MCO rollout is not progressing for more than 5 hours during the scale upgrade

Cause
Whenever the nodes are over committed and no pod limit is available, you might see delays in the policy rollout, ICSP, pull secret, and MCO rollout changes.
Resolution
As a resolution, do the following step:
  • IBM Fusion HCI System nodes allow the maximum number of pods on a node as defined by OpenShift® Container Platform default and ensure to keep that count within the limit. Otherwise, you might see this issue.

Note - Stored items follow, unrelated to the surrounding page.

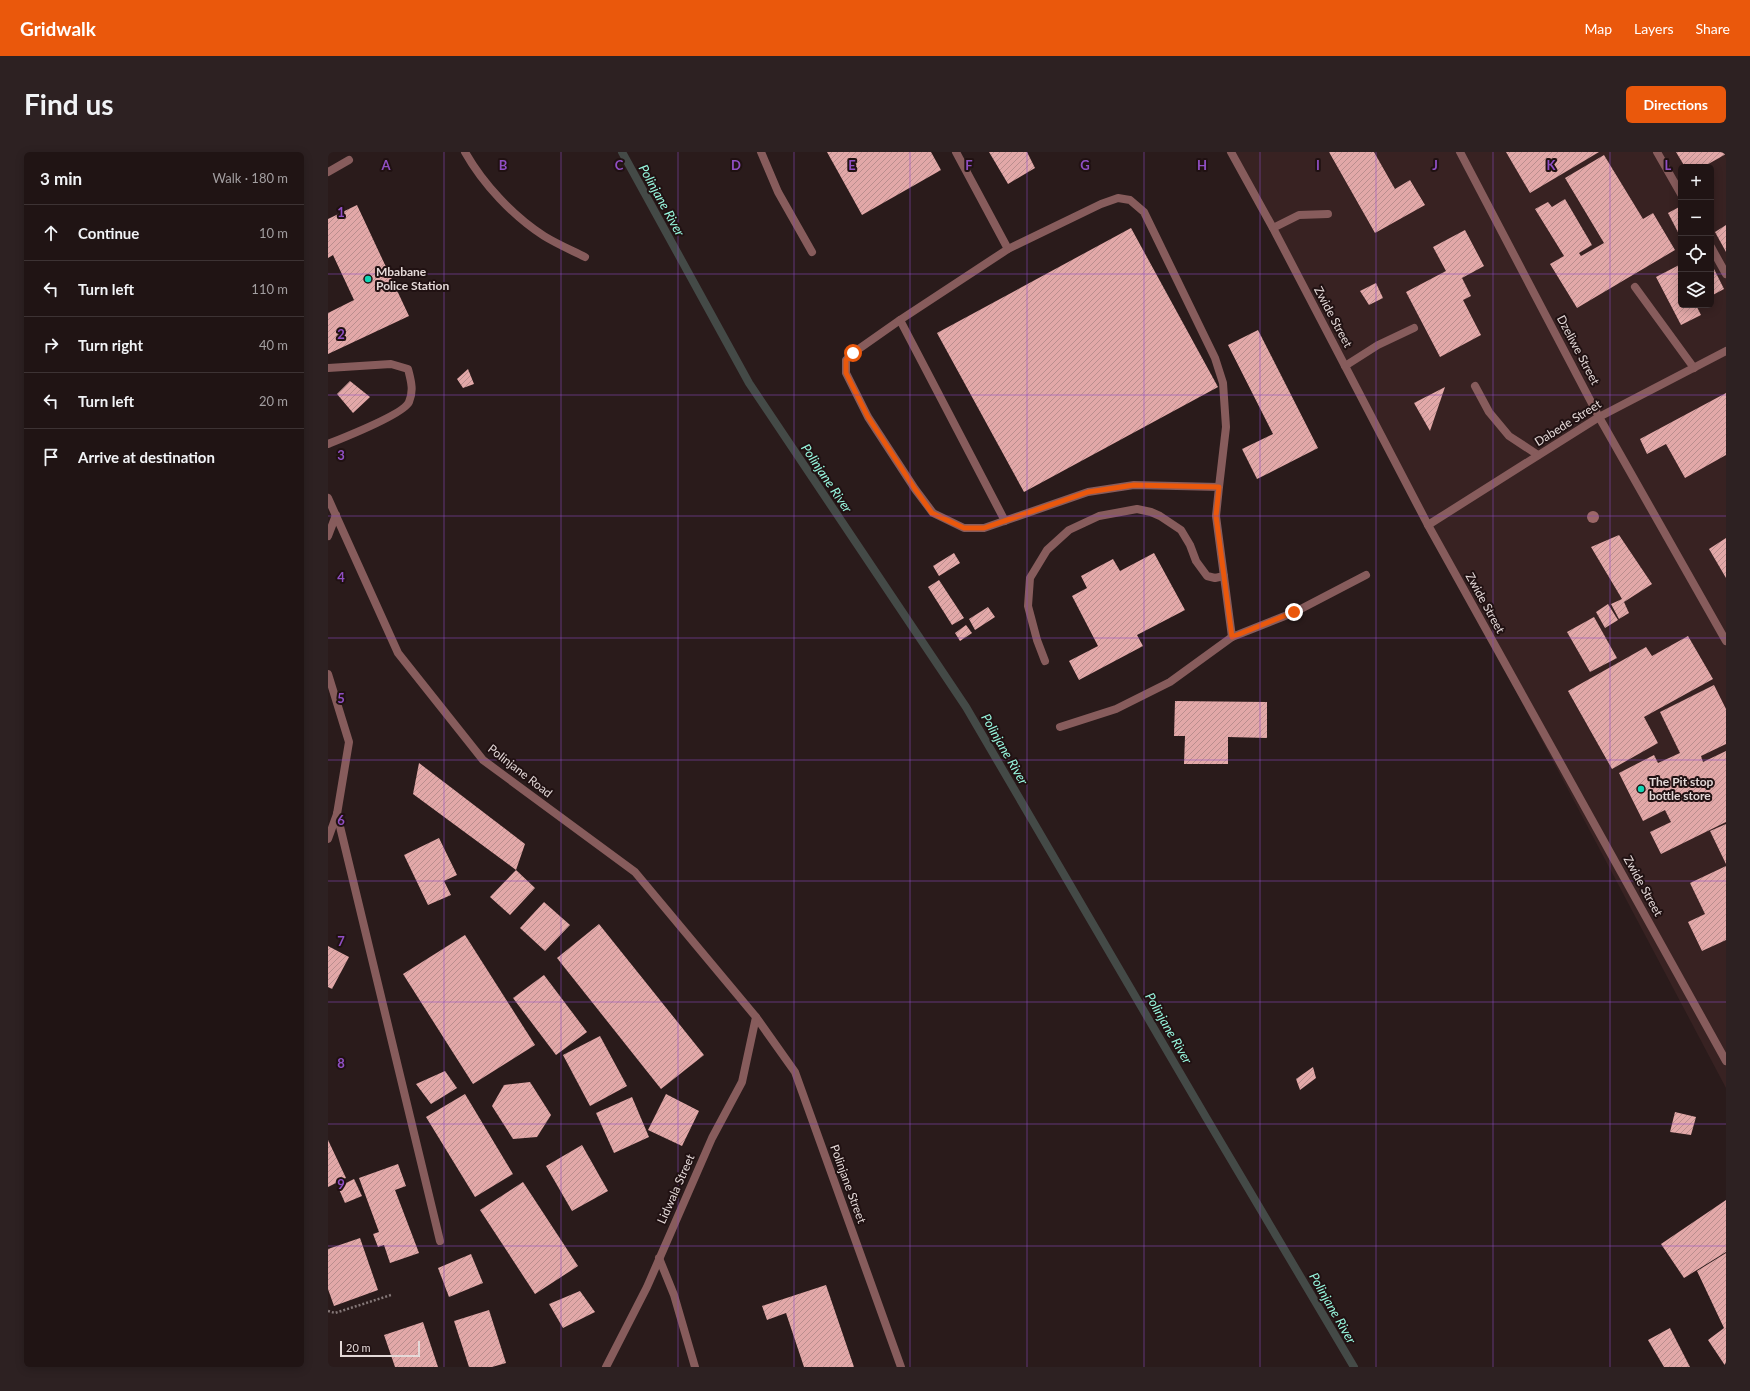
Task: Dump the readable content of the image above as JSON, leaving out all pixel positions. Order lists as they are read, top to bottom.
{
  "streets": {
    "street": [
      "Zwide Street",
      "Dzeliwe Street",
      "Dabede Street",
      "Polinjane Road",
      "Polinjane Street",
      "Lidwala Street"
    ]
  },
  "crossings": [
    ["Zwide Street", "Dabede Street"],
    ["Dzeliwe Street", "Dabede Street"],
    ["Polinjane Road", "Polinjane Street"],
    ["Polinjane Road", "Lidwala Street"],
    ["Polinjane Street", "Lidwala Street"]
  ],
  "water": ["Polinjane River"],
  "places": ["Mbabane Police Station", "The Pit stop bottle store"],
  "scale_bar": "20 m",
  "page": {
    "header": "Gridwalk",
    "nav": ["Map", "Layers", "Share"],
    "buttons": "Directions",
    "title": "Find us",
    "heading": ["3 min", "Walk · 180 m"],
    "map_buttons": ["+", "−"],
    "list": [
      ["Continue", "10 m"],
      ["Turn left", "110 m"],
      ["Turn right", "40 m"],
      ["Turn left", "20 m"],
      "Arrive at destination"
    ],
    "scale": "20 m"
  },
  "grid": {
    "columns": [
      "A",
      "B",
      "C",
      "D",
      "E",
      "F",
      "G",
      "H",
      "I",
      "J",
      "K",
      "L"
    ],
    "rows": [
      "1",
      "2",
      "3",
      "4",
      "5",
      "6",
      "7",
      "8",
      "9"
    ]
  }
}
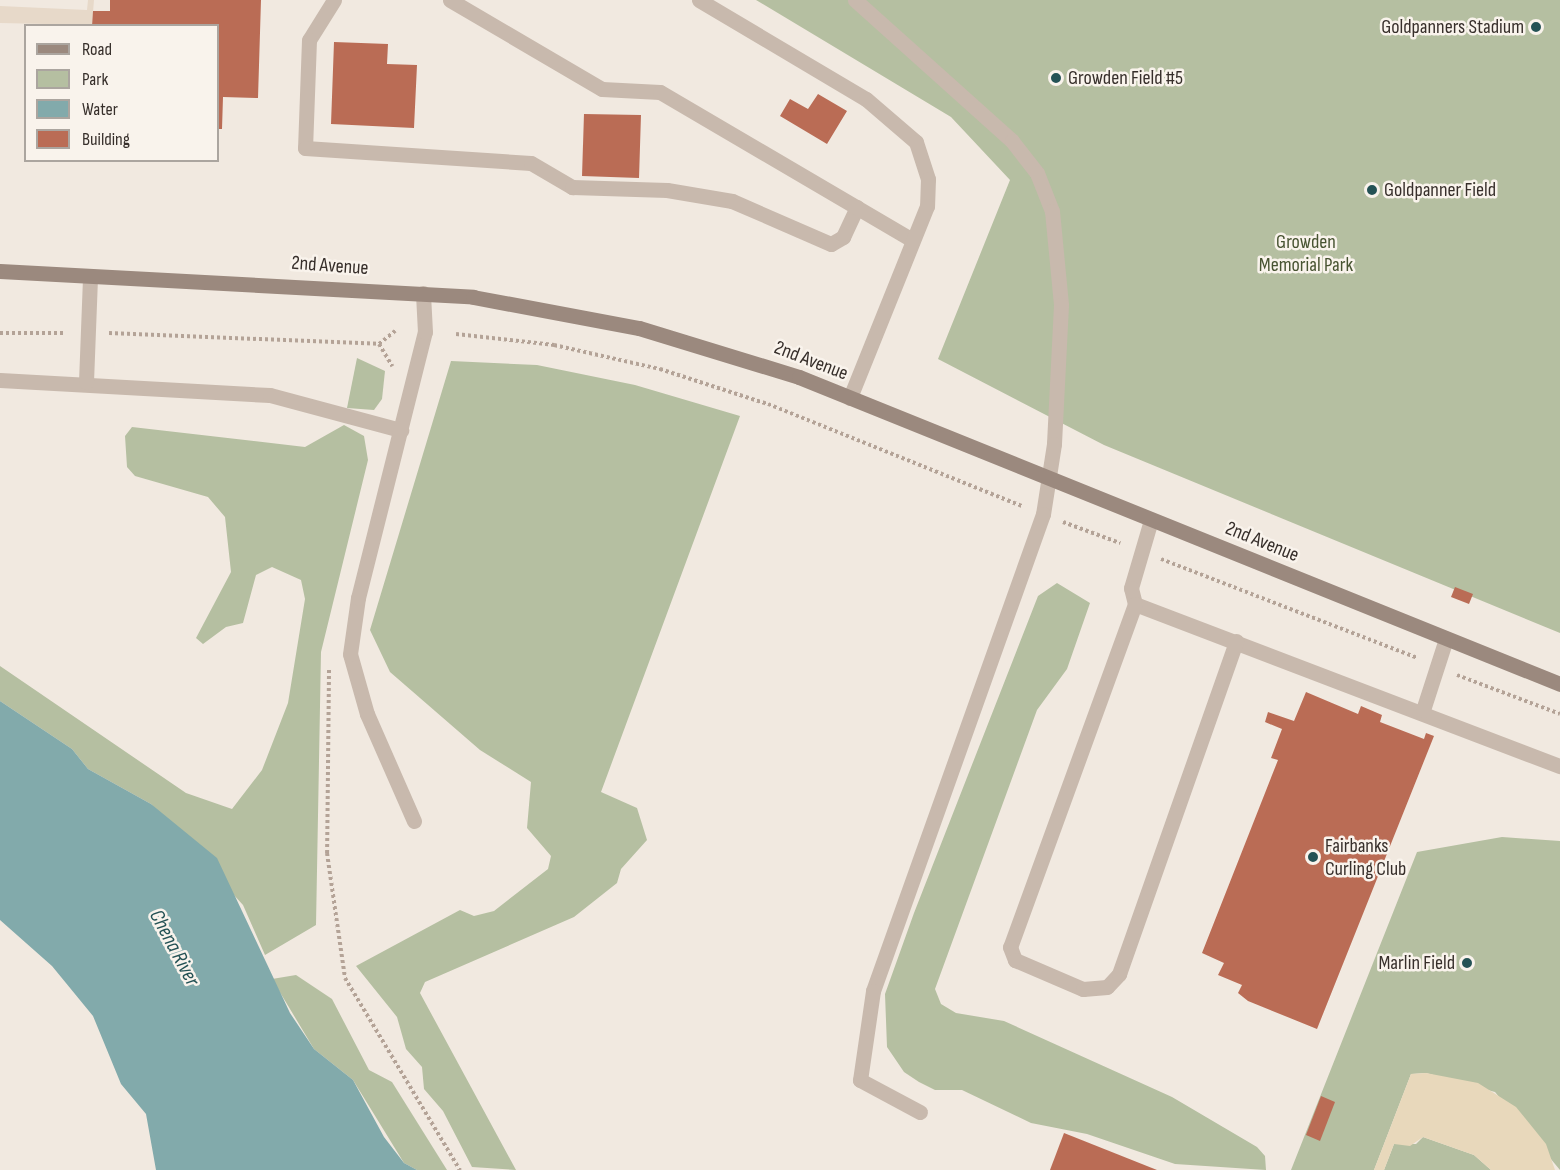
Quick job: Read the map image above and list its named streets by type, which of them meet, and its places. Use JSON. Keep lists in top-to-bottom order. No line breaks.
{"streets":{"street":["2nd Avenue"]},"water":["Chena River"],"parks":["Growden Memorial Park"],"places":["Goldpanners Stadium","Growden Field #5","Goldpanner Field","Fairbanks Curling Club","Marlin Field"],"legend":["Road","Park","Water","Building"]}
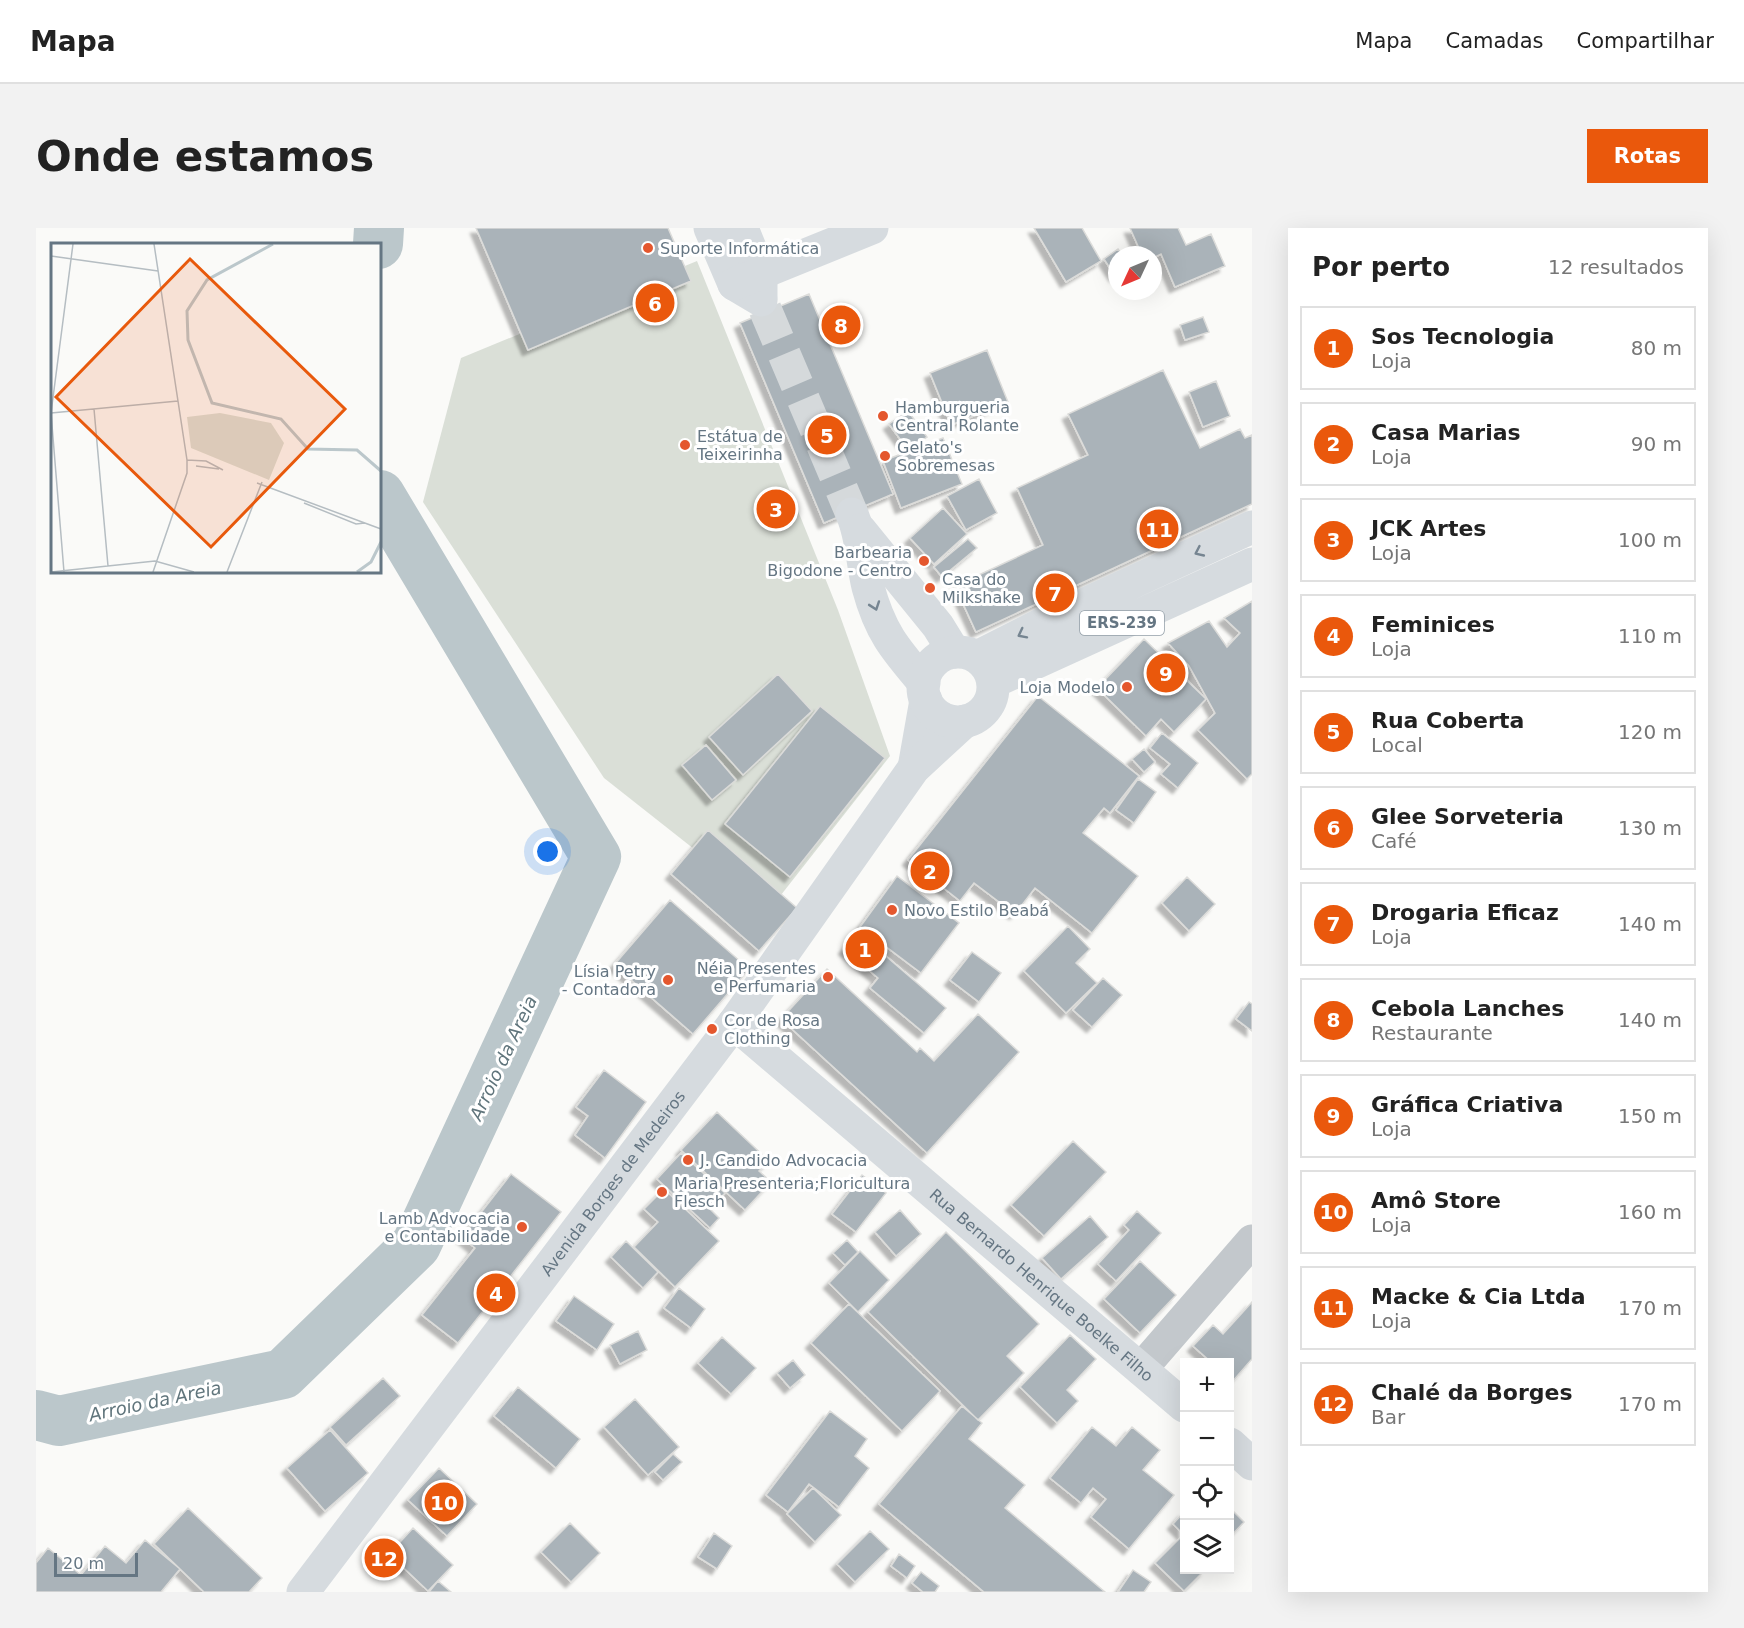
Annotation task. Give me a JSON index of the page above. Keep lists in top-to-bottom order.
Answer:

IBM Storage Scale cluster status is in a critical state after power on/off the rack

Cause
IBM Storage Scale cluster status is in critical state due to unmounted_fs_check is present on the filesystem CR.
Resolution
As a resolution, wait until this filesystem CR status gets cleared; after that, the IBM Storage Scale cluster status automatically returns to a healthy state. If the issue persists for a long time, then contact IBM support .

Disk upsize issues

  • Manual steps to test the /dev mount:

    After you add a new NVMe disk to the server, the new disk cannot be discovered in the IBM Storage Scale pod. The disks do not show up with /dev/nvme* device names in the POD, IBM Storage Scale need the device name /dev/nvme* to access the disks. Without the /dev/nvme* device name, the new disks cannot be added into recovery group.

    Resolution
    Do the following manual steps to mount disks to /dev in the pod.
    1. Log in to each IBM Storage Scale storage pods.
      oc exec -it <pod name> -c <container> /bin/sh
    2. Stop the GPFS daemons on one or more nodes:
      mmshutdown
    3. Mount /dev from the host running the following command:
      mount -t devtmpfs none /dev
    4. Validate that the content of /dev is from host and you can see sub directories like block, bus, char.
      mmstartup